[Stored data entries]
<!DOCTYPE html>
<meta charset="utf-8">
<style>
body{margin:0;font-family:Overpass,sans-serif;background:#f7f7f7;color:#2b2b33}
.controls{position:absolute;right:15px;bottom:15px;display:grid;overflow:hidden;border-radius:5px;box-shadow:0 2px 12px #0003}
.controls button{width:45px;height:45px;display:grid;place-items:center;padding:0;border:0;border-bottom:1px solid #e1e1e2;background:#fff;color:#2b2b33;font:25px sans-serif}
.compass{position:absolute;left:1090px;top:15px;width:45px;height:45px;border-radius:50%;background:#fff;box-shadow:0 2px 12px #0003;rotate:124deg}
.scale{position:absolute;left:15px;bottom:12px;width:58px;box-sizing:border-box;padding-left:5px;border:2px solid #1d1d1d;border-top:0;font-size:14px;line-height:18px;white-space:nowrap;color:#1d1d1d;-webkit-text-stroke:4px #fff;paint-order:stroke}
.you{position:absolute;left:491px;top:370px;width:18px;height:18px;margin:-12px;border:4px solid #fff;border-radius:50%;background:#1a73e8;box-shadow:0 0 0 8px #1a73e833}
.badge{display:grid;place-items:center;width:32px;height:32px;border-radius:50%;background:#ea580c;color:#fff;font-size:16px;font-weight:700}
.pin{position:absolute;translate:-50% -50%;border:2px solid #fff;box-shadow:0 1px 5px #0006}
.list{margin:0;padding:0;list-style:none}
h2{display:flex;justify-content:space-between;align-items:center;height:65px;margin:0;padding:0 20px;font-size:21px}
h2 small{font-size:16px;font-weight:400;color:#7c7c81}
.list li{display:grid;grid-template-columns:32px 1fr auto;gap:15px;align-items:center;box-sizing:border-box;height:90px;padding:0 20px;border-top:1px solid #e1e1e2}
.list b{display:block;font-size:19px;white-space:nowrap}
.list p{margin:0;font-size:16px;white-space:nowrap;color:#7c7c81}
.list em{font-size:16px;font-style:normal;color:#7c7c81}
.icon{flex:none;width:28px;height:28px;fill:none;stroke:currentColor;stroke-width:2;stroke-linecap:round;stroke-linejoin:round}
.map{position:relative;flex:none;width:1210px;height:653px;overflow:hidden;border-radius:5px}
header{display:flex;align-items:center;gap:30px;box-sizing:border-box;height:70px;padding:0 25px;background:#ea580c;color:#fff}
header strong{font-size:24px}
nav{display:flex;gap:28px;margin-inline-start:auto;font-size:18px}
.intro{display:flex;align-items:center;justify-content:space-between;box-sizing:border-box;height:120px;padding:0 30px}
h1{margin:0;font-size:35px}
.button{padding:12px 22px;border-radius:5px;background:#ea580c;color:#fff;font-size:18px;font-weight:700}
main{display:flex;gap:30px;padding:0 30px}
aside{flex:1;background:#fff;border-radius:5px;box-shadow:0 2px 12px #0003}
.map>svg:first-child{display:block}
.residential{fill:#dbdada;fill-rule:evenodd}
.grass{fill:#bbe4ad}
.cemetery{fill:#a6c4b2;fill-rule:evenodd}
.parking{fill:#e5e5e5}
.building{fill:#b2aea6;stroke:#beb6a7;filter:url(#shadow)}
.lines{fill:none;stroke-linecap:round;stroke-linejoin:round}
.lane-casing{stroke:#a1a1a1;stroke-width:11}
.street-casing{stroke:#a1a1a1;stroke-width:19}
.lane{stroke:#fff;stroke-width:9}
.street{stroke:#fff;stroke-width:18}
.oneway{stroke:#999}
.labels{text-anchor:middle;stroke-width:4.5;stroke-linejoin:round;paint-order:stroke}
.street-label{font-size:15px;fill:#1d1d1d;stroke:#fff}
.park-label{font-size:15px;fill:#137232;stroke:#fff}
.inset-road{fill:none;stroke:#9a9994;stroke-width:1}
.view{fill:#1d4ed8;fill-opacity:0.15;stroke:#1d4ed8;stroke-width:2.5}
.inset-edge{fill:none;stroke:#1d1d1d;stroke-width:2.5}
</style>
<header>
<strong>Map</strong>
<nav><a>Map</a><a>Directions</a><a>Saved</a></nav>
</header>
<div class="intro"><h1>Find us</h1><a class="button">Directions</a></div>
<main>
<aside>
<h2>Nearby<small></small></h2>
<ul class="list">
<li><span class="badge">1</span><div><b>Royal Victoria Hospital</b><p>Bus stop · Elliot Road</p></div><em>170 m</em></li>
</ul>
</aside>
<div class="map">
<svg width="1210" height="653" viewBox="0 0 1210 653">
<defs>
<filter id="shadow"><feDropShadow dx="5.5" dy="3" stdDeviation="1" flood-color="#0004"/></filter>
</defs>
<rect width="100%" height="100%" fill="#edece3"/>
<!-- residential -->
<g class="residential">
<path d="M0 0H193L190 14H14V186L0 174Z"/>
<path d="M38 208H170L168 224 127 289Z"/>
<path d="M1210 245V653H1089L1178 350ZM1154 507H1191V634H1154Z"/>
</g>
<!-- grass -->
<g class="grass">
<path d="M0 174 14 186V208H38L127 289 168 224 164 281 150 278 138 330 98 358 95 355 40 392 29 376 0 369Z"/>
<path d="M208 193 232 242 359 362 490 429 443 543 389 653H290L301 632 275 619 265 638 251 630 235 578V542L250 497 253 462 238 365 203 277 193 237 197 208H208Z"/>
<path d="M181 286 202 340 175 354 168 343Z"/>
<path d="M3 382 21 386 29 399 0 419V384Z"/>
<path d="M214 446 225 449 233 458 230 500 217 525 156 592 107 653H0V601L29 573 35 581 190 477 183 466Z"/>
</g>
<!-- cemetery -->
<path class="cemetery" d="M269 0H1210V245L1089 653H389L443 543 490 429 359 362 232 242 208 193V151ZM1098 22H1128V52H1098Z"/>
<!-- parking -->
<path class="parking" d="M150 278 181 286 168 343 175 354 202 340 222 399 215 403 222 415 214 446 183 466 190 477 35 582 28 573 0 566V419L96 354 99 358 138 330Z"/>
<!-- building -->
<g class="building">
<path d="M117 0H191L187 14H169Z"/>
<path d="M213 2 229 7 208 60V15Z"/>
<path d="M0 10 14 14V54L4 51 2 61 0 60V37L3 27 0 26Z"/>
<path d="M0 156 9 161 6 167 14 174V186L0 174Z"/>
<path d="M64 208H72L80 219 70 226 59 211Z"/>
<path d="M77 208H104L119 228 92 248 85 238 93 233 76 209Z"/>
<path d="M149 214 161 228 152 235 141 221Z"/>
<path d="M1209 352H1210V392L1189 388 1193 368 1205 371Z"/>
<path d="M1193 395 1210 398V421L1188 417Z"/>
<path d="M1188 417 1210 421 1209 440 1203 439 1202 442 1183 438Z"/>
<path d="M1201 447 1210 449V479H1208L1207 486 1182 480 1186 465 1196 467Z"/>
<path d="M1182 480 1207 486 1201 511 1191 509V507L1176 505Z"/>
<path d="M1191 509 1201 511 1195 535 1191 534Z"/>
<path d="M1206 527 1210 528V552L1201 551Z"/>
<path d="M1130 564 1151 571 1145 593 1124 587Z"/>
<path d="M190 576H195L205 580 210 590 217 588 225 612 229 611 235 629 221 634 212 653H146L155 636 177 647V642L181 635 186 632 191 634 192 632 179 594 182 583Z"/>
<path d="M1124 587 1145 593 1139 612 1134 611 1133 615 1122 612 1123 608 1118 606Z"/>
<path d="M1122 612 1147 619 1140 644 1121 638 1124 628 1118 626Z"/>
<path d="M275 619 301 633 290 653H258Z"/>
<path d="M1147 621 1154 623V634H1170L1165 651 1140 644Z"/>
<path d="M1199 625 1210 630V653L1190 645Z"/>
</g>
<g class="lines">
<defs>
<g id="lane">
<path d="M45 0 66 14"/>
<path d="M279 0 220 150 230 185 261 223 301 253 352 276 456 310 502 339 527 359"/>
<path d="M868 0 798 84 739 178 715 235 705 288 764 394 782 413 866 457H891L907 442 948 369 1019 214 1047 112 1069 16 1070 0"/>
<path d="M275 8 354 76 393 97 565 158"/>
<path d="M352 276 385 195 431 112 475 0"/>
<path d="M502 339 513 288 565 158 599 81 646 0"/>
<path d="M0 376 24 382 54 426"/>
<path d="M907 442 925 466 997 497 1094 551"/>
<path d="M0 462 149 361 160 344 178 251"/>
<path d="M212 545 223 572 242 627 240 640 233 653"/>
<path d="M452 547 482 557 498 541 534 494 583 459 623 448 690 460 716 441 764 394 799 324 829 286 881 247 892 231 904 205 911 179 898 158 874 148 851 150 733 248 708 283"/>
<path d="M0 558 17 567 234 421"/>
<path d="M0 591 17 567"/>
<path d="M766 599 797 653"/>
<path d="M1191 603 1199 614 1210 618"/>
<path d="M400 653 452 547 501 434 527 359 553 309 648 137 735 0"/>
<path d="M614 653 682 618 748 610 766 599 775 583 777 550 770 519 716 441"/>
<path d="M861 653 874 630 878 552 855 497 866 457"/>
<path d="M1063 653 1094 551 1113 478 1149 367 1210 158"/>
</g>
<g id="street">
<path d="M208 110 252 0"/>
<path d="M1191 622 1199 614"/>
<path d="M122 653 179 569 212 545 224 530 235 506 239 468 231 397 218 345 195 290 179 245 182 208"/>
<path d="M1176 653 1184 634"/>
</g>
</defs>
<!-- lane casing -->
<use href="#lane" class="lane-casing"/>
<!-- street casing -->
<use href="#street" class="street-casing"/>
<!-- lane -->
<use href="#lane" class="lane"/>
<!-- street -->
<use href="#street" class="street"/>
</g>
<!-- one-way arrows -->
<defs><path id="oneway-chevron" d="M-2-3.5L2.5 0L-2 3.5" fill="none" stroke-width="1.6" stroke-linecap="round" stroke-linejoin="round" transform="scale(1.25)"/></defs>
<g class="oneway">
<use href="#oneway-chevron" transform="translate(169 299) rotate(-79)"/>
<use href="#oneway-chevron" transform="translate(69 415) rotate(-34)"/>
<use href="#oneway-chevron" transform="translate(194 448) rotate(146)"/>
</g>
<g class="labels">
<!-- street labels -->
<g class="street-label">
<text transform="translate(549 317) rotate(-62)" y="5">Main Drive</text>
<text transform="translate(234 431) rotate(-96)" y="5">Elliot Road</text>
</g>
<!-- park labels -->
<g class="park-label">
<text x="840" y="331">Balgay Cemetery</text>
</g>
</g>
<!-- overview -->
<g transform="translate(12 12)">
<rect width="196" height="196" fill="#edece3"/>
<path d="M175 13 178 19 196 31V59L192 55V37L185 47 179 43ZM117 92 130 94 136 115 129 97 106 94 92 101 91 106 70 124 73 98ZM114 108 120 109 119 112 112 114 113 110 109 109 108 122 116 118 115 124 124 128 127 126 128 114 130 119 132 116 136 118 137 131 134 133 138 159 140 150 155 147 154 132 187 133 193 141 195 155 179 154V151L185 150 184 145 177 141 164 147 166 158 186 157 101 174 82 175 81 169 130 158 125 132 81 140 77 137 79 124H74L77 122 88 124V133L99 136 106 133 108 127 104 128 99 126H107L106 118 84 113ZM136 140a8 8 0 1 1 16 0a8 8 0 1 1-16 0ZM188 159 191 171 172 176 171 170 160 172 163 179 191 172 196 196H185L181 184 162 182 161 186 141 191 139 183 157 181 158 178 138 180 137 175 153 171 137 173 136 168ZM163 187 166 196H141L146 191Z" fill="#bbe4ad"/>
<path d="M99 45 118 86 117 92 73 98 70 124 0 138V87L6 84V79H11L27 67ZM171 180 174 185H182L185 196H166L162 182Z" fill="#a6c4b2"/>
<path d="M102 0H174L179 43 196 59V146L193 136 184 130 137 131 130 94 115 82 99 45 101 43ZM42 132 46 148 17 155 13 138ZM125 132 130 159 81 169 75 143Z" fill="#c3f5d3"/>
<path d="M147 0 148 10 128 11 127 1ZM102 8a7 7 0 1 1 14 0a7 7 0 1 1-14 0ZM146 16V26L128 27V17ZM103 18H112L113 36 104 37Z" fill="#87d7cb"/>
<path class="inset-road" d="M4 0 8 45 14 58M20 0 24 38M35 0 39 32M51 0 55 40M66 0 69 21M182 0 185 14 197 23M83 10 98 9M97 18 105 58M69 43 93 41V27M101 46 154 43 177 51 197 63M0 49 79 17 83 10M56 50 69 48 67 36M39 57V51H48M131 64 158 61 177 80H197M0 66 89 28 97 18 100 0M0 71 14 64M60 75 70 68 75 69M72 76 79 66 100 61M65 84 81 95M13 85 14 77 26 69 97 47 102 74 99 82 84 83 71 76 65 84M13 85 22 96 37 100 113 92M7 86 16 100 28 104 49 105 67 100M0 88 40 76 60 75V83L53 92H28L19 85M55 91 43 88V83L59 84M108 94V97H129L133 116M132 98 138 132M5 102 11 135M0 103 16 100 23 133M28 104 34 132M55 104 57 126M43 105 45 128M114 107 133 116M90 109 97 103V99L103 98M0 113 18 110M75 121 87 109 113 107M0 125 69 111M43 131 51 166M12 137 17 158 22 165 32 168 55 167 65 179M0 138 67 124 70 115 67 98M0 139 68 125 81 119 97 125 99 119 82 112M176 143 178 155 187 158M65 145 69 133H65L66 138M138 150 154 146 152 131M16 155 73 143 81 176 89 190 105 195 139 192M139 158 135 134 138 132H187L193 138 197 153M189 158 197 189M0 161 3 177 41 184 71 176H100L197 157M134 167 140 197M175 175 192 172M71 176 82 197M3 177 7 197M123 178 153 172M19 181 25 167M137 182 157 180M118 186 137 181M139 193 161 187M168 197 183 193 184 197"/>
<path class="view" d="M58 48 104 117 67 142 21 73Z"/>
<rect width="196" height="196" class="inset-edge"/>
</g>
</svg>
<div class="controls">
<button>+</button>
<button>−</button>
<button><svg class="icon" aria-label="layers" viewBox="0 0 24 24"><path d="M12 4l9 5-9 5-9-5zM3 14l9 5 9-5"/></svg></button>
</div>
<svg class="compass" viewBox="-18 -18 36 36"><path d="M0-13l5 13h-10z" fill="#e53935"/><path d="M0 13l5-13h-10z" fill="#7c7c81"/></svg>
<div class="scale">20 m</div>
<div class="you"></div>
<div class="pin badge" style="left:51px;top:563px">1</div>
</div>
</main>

| Activity |
Within the records above, determine the number of lines that hold the word "list" and return only that value.

| Finished exercise |
6